* TASK DATA *
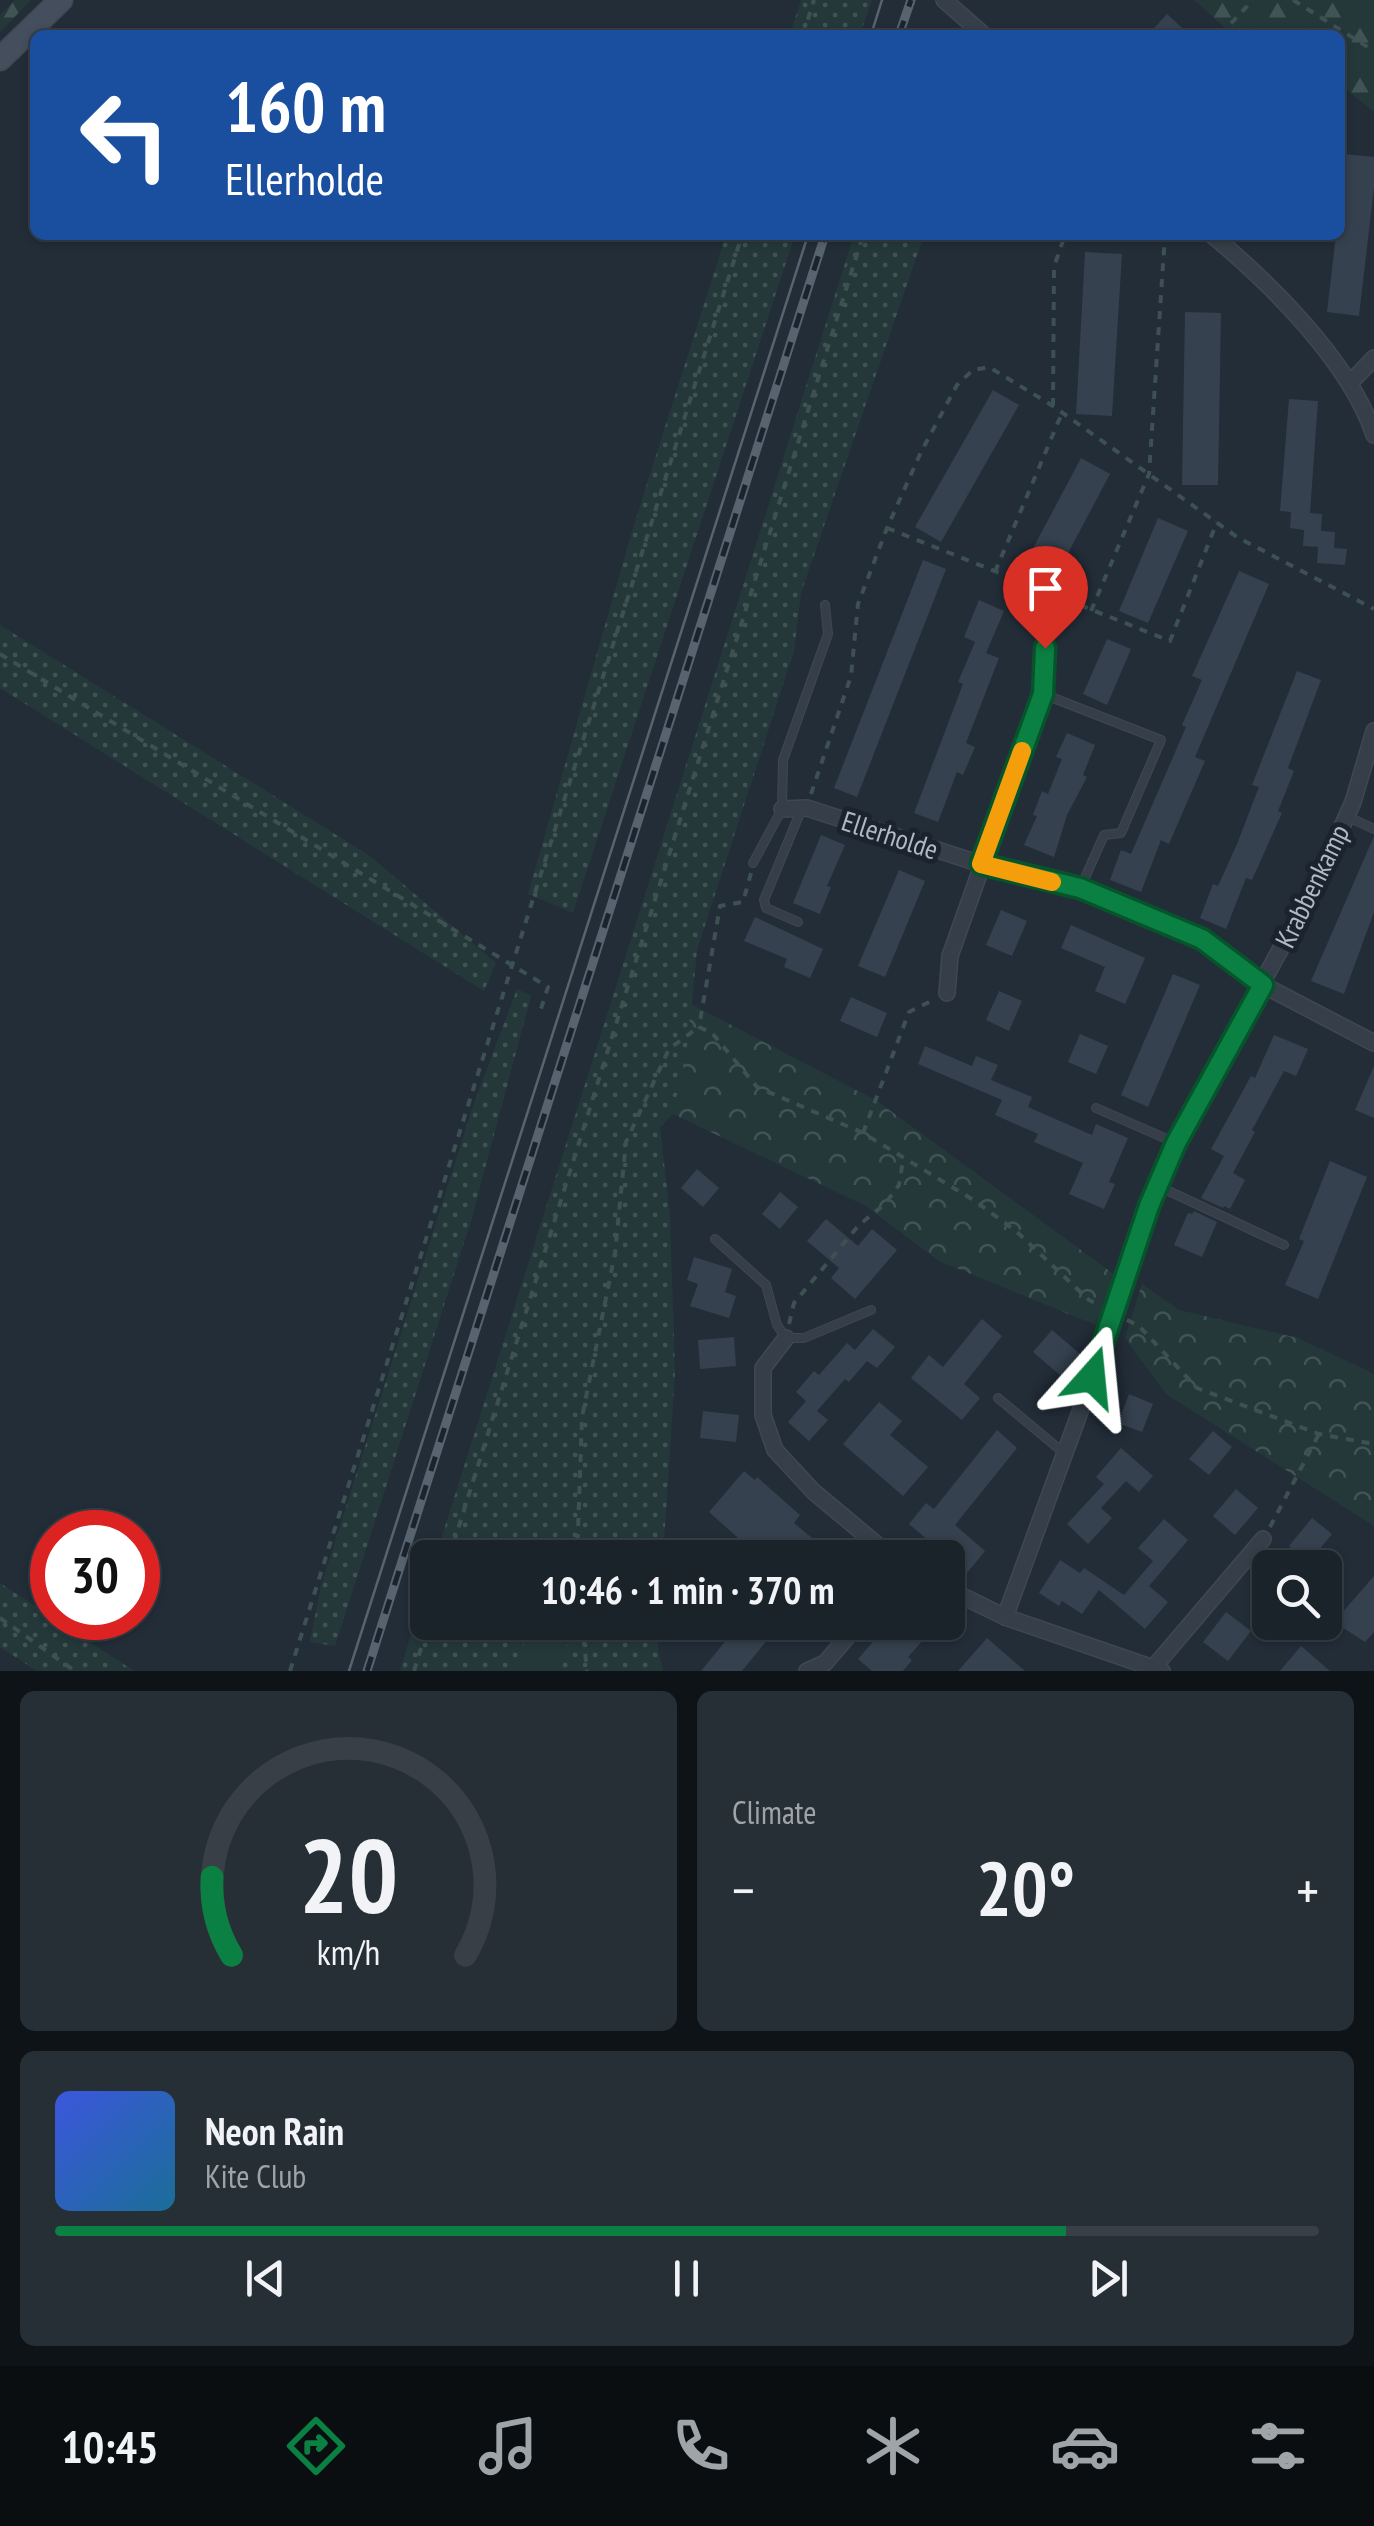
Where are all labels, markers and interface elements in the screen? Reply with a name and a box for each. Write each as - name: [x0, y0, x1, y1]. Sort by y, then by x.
- text: 160 m: [225, 61, 386, 151]
- icon: left: [60, 70, 190, 200]
- text: Ellerholde: [225, 149, 384, 207]
- pin: [1003, 546, 1088, 649]
- icon: arrive: [1018, 561, 1073, 616]
- street label: Ellerholde: [837, 802, 943, 867]
- street label: Krabbenkamp: [1266, 818, 1357, 954]
- position arrow: [1040, 1325, 1144, 1429]
- speed limit sign: 30: [30, 1510, 160, 1640]
- map controls: [1252, 1550, 1342, 1640]
- button: search: [1252, 1550, 1342, 1640]
- text: 10:46 · 1 min · 370 m: [541, 1565, 834, 1614]
- text: Climate: [732, 1791, 816, 1833]
- text: 20: [299, 1807, 398, 1942]
- text: 20°: [976, 1840, 1075, 1937]
- text: −: [732, 1854, 755, 1925]
- text: +: [1296, 1854, 1319, 1925]
- text: km/h: [317, 1929, 380, 1975]
- text: Neon Rain: [205, 2106, 344, 2155]
- text: Kite Club: [205, 2155, 306, 2197]
- icon: previous: [238, 2251, 293, 2306]
- icon: pause: [659, 2251, 714, 2306]
- icon: next: [1081, 2251, 1136, 2306]
- icon: directions: [281, 2411, 351, 2481]
- icon: music: [473, 2411, 543, 2481]
- icon: phone: [666, 2411, 736, 2481]
- icon: climate: [858, 2411, 928, 2481]
- icon: car: [1050, 2411, 1120, 2481]
- icon: filters: [1243, 2411, 1313, 2481]
- text: 10:45: [61, 2417, 159, 2475]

* YOUR OBJECTIVE *
When you repeat the material, keep every word exact and drop the pictures.

* ANSWER *
Where are all labels, markers and interface elements in the screen? Reply with a name and a box for each. Write each as - name: [x0, y0, x1, y1]. Sort by y, then by x.
- text: 160 m: [225, 61, 386, 151]
- icon: left: [60, 70, 190, 200]
- text: Ellerholde: [225, 149, 384, 207]
- pin: [1003, 546, 1088, 649]
- icon: arrive: [1018, 561, 1073, 616]
- street label: Ellerholde: [837, 802, 943, 867]
- street label: Krabbenkamp: [1266, 818, 1357, 954]
- position arrow: [1040, 1325, 1144, 1429]
- speed limit sign: 30: [30, 1510, 160, 1640]
- map controls: [1252, 1550, 1342, 1640]
- button: search: [1252, 1550, 1342, 1640]
- text: 10:46 · 1 min · 370 m: [541, 1565, 834, 1614]
- text: Climate: [732, 1791, 816, 1833]
- text: 20: [299, 1807, 398, 1942]
- text: 20°: [976, 1840, 1075, 1937]
- text: −: [732, 1854, 755, 1925]
- text: +: [1296, 1854, 1319, 1925]
- text: km/h: [317, 1929, 380, 1975]
- text: Neon Rain: [205, 2106, 344, 2155]
- text: Kite Club: [205, 2155, 306, 2197]
- icon: previous: [238, 2251, 293, 2306]
- icon: pause: [659, 2251, 714, 2306]
- icon: next: [1081, 2251, 1136, 2306]
- icon: directions: [281, 2411, 351, 2481]
- icon: music: [473, 2411, 543, 2481]
- icon: phone: [666, 2411, 736, 2481]
- icon: climate: [858, 2411, 928, 2481]
- icon: car: [1050, 2411, 1120, 2481]
- icon: filters: [1243, 2411, 1313, 2481]
- text: 10:45: [61, 2417, 159, 2475]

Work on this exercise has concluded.